A bare number is the only acceptable answer: how many lines of these entries include "bottom"?

GIVEN INFORMATION>
........

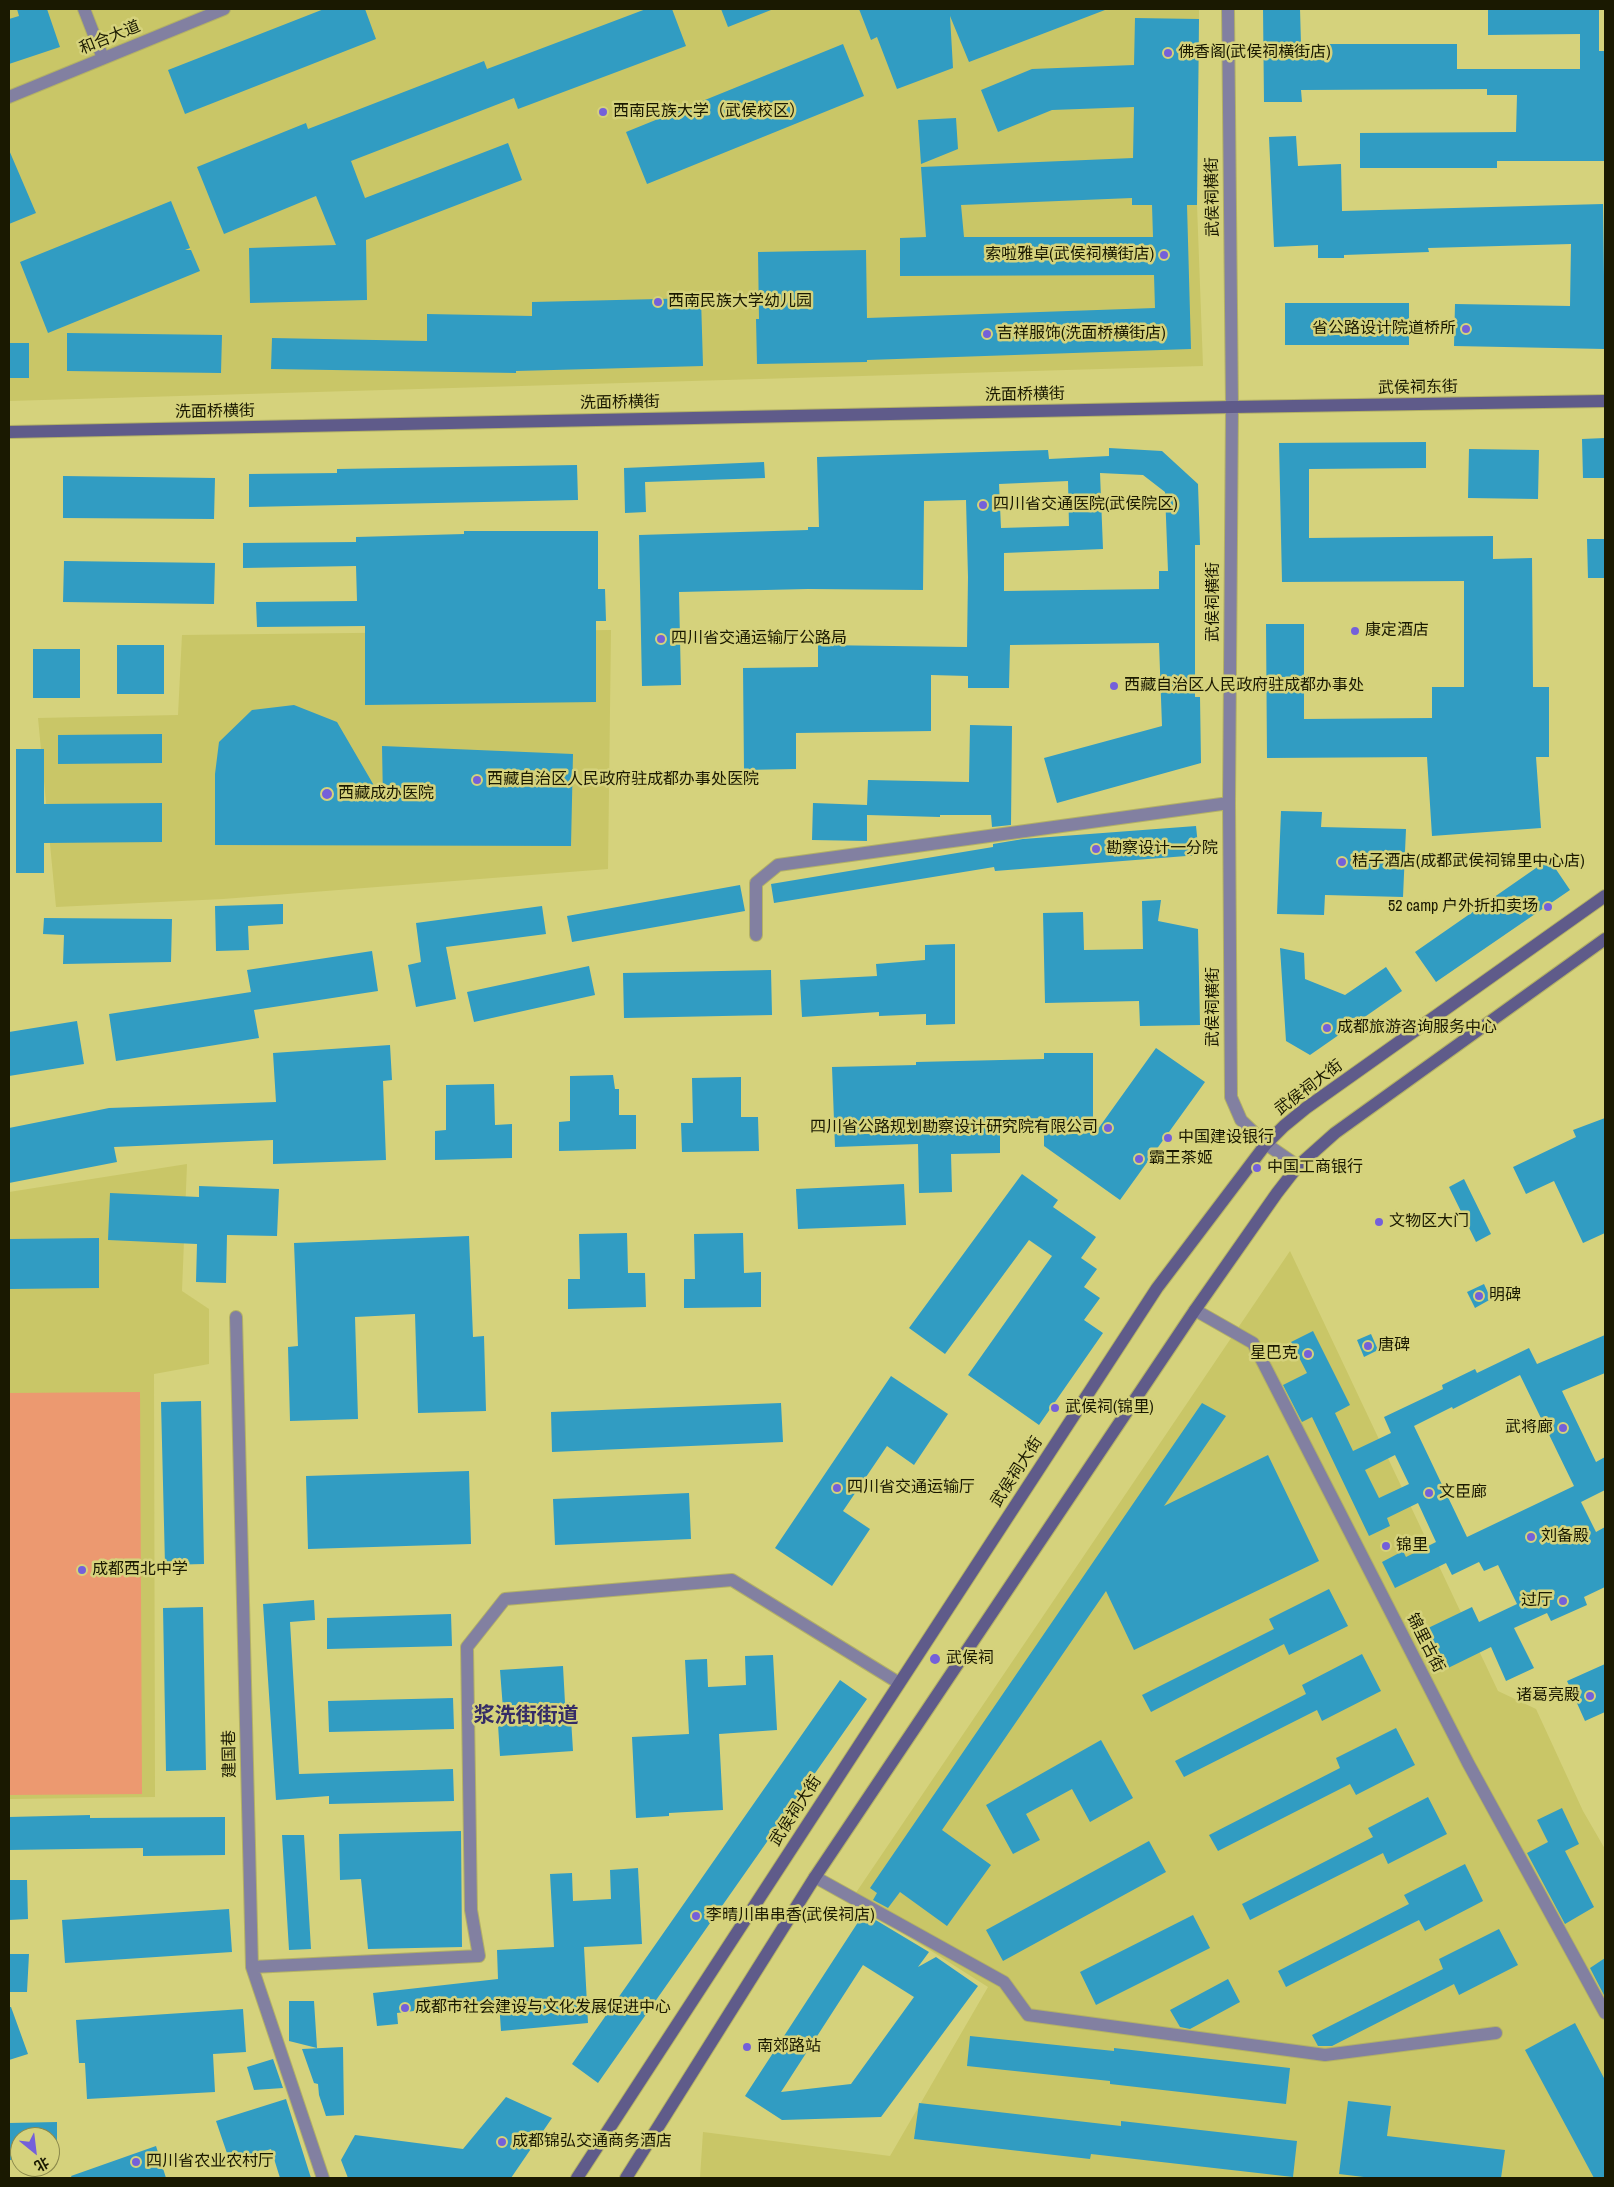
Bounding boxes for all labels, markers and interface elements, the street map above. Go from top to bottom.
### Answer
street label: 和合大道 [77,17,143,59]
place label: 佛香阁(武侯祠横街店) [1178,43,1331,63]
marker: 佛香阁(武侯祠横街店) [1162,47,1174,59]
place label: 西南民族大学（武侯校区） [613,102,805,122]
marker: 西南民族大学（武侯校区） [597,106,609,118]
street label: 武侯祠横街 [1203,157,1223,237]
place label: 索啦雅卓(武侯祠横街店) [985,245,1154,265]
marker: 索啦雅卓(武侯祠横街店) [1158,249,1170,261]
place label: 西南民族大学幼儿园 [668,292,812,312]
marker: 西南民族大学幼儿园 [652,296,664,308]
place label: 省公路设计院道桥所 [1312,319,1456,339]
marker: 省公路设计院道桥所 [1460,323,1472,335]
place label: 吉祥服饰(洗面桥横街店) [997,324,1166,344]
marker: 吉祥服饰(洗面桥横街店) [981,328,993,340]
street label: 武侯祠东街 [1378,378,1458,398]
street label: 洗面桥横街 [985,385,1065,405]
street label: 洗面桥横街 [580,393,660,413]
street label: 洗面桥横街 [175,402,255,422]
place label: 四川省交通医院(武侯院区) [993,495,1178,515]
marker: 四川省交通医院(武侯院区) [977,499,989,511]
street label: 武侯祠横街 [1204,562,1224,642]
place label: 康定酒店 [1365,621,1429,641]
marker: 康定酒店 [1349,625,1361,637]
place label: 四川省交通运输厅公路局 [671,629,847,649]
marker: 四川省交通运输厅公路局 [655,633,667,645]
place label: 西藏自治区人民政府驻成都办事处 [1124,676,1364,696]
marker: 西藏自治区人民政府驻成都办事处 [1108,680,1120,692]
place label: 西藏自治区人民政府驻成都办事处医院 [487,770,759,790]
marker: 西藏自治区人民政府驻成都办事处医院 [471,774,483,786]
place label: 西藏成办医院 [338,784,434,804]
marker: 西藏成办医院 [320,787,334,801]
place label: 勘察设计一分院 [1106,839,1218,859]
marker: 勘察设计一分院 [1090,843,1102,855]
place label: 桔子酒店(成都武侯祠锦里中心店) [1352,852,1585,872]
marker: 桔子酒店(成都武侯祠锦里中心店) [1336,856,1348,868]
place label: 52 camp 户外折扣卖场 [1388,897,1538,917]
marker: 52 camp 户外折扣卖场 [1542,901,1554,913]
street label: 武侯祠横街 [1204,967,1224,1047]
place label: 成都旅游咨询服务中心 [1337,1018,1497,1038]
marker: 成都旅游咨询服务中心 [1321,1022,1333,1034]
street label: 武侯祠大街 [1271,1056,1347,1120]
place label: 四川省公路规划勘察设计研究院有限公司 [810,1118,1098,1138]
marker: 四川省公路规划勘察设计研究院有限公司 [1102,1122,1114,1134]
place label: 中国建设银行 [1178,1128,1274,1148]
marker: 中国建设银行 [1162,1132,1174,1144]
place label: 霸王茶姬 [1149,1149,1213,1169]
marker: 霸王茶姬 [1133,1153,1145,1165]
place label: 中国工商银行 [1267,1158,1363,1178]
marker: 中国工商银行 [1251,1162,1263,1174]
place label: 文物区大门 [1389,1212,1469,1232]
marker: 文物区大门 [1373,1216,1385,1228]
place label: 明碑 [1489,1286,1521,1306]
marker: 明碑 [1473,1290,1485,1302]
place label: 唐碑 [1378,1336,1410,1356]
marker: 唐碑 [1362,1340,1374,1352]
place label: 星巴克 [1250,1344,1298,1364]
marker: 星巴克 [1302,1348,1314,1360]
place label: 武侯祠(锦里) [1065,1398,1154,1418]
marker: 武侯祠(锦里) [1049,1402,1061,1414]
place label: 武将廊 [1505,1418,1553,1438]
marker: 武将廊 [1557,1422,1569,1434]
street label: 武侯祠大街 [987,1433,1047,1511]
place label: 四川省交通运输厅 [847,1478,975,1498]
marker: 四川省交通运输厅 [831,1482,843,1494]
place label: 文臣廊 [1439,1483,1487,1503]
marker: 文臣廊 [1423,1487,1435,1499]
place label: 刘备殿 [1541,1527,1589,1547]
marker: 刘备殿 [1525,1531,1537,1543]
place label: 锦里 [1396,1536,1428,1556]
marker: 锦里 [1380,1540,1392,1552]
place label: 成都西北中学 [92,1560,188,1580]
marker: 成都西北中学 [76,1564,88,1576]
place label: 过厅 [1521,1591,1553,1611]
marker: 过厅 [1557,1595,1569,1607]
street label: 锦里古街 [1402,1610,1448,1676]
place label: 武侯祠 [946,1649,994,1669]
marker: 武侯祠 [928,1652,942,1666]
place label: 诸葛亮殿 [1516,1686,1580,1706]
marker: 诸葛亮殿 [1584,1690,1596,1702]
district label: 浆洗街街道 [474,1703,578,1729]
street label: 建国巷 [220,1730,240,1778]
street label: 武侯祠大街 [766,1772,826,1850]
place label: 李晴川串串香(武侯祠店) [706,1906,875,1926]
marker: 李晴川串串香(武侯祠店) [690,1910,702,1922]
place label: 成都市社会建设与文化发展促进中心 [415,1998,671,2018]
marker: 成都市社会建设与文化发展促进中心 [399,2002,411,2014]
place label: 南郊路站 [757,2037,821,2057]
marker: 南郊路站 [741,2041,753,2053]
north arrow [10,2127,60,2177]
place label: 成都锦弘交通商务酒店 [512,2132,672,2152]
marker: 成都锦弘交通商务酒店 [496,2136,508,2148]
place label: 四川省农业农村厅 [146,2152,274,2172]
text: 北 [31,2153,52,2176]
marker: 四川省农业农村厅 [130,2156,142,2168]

........

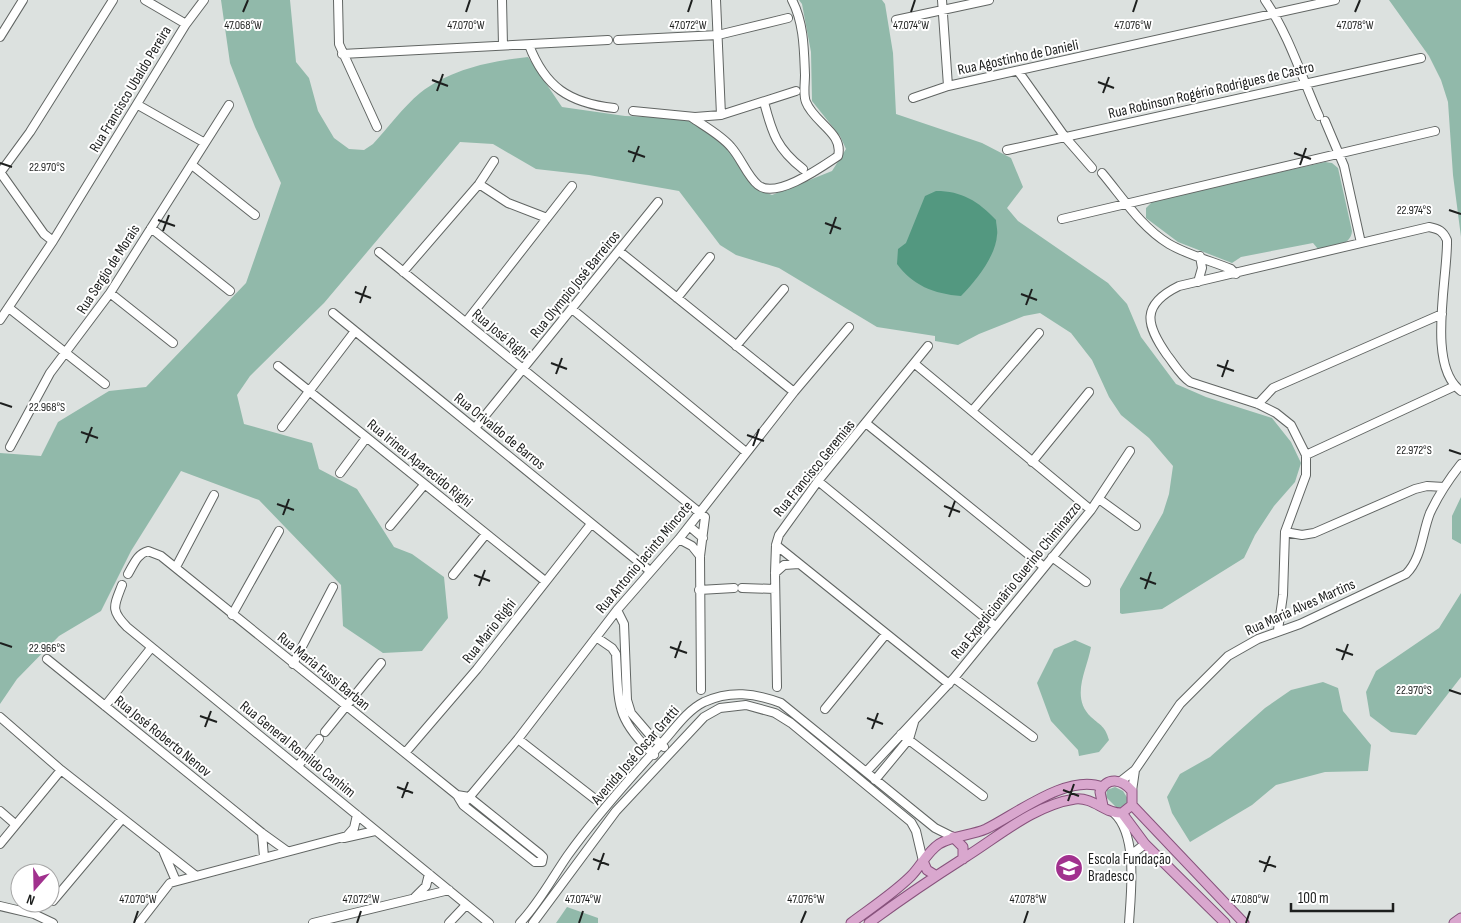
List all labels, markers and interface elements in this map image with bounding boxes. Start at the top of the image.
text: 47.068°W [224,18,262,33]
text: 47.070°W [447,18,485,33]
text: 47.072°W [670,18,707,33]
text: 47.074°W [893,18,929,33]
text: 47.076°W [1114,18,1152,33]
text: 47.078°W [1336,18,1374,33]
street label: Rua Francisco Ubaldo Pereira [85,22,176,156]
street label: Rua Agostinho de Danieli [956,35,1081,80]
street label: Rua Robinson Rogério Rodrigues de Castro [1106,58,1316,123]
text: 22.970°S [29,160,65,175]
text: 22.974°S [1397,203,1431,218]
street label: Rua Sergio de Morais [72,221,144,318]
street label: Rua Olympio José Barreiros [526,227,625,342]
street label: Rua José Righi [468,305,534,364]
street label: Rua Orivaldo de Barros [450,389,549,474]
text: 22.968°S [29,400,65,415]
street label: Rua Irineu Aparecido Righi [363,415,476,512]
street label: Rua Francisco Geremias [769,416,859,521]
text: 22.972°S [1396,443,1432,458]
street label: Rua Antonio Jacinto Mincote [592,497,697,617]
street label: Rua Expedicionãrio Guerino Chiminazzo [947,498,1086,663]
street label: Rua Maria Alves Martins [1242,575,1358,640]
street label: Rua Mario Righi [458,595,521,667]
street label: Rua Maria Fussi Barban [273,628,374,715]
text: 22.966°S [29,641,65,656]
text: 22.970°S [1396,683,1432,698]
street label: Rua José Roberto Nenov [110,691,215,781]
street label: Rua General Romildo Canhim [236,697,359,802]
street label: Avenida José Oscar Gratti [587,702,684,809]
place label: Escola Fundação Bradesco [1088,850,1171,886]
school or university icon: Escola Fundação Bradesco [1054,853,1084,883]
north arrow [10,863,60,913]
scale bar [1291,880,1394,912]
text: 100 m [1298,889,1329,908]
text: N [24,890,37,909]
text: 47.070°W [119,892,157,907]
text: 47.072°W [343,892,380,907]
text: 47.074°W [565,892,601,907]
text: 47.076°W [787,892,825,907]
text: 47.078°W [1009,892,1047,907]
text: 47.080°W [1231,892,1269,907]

........

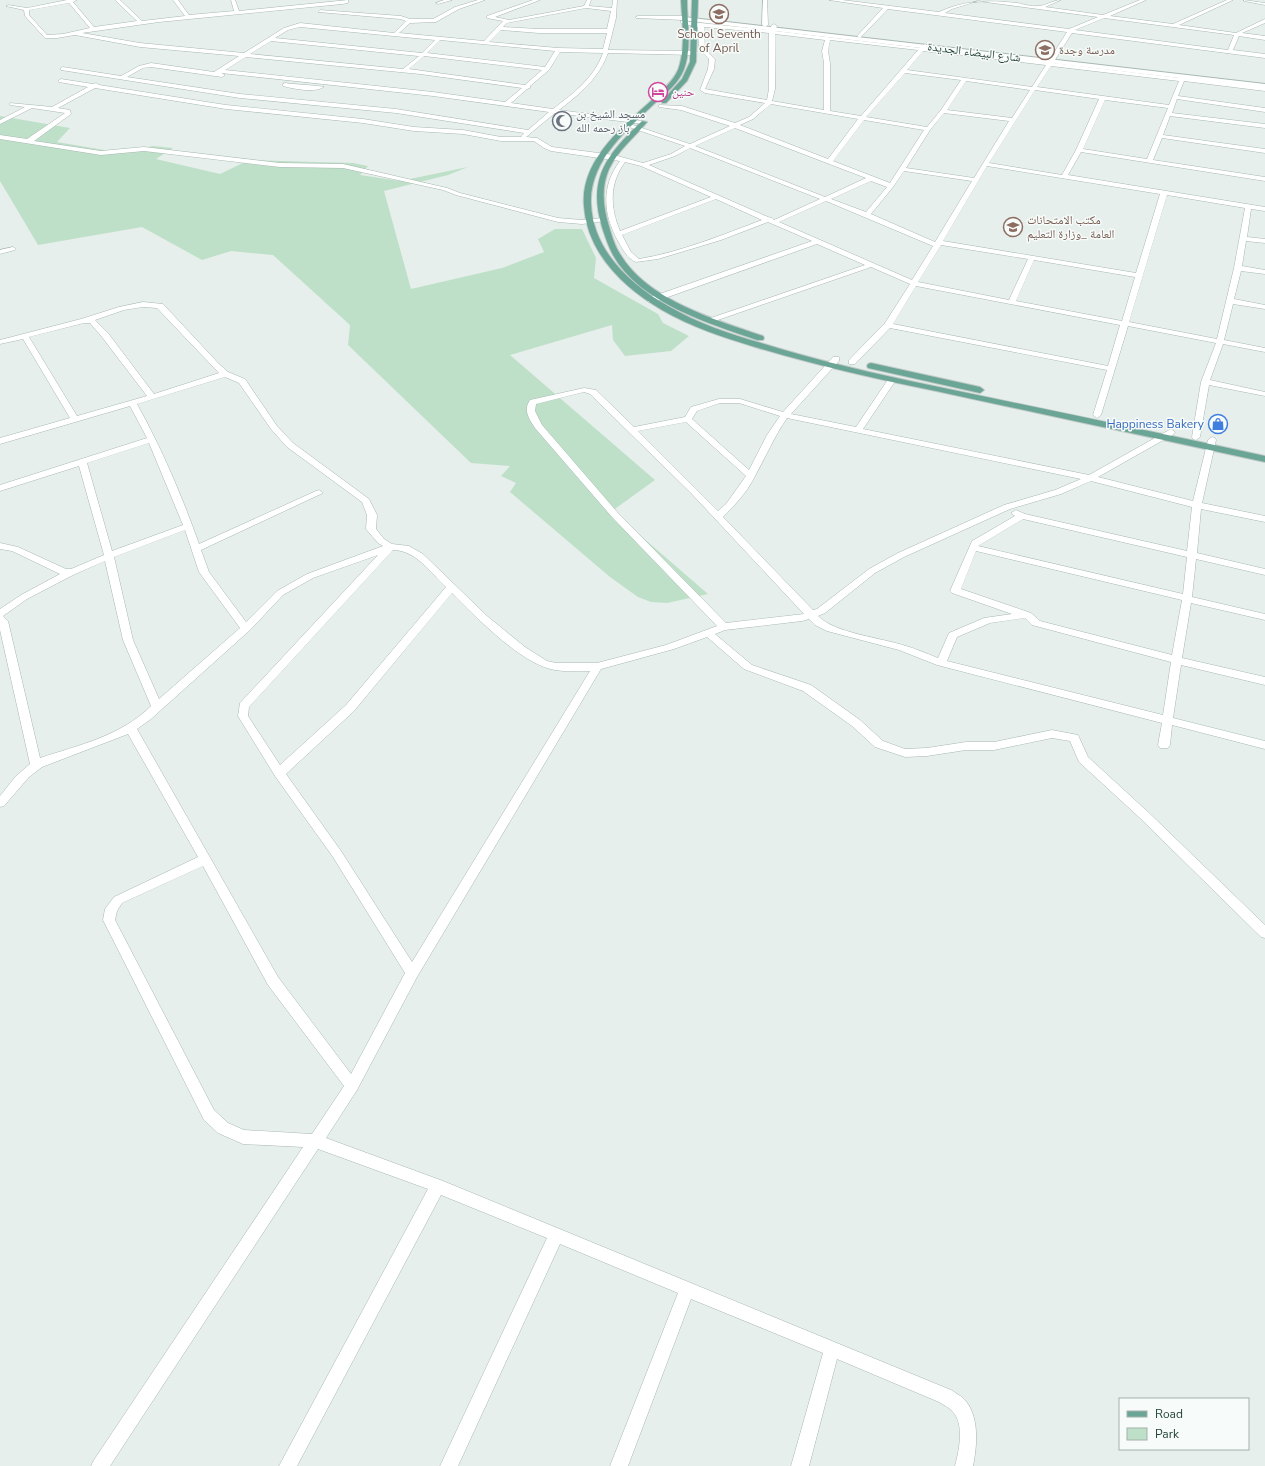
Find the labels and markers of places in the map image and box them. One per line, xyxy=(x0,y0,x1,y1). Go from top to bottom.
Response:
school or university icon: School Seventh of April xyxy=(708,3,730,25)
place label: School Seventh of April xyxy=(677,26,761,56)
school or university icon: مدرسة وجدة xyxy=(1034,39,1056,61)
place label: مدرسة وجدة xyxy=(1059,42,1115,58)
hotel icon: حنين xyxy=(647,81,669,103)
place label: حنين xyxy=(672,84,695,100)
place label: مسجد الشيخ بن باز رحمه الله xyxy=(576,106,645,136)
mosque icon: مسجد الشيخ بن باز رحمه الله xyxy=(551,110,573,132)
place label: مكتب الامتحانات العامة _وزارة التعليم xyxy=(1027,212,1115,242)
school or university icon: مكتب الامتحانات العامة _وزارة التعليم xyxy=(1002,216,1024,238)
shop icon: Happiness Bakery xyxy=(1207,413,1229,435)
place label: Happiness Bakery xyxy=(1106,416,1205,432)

........

SOLVED PROBLEM> 2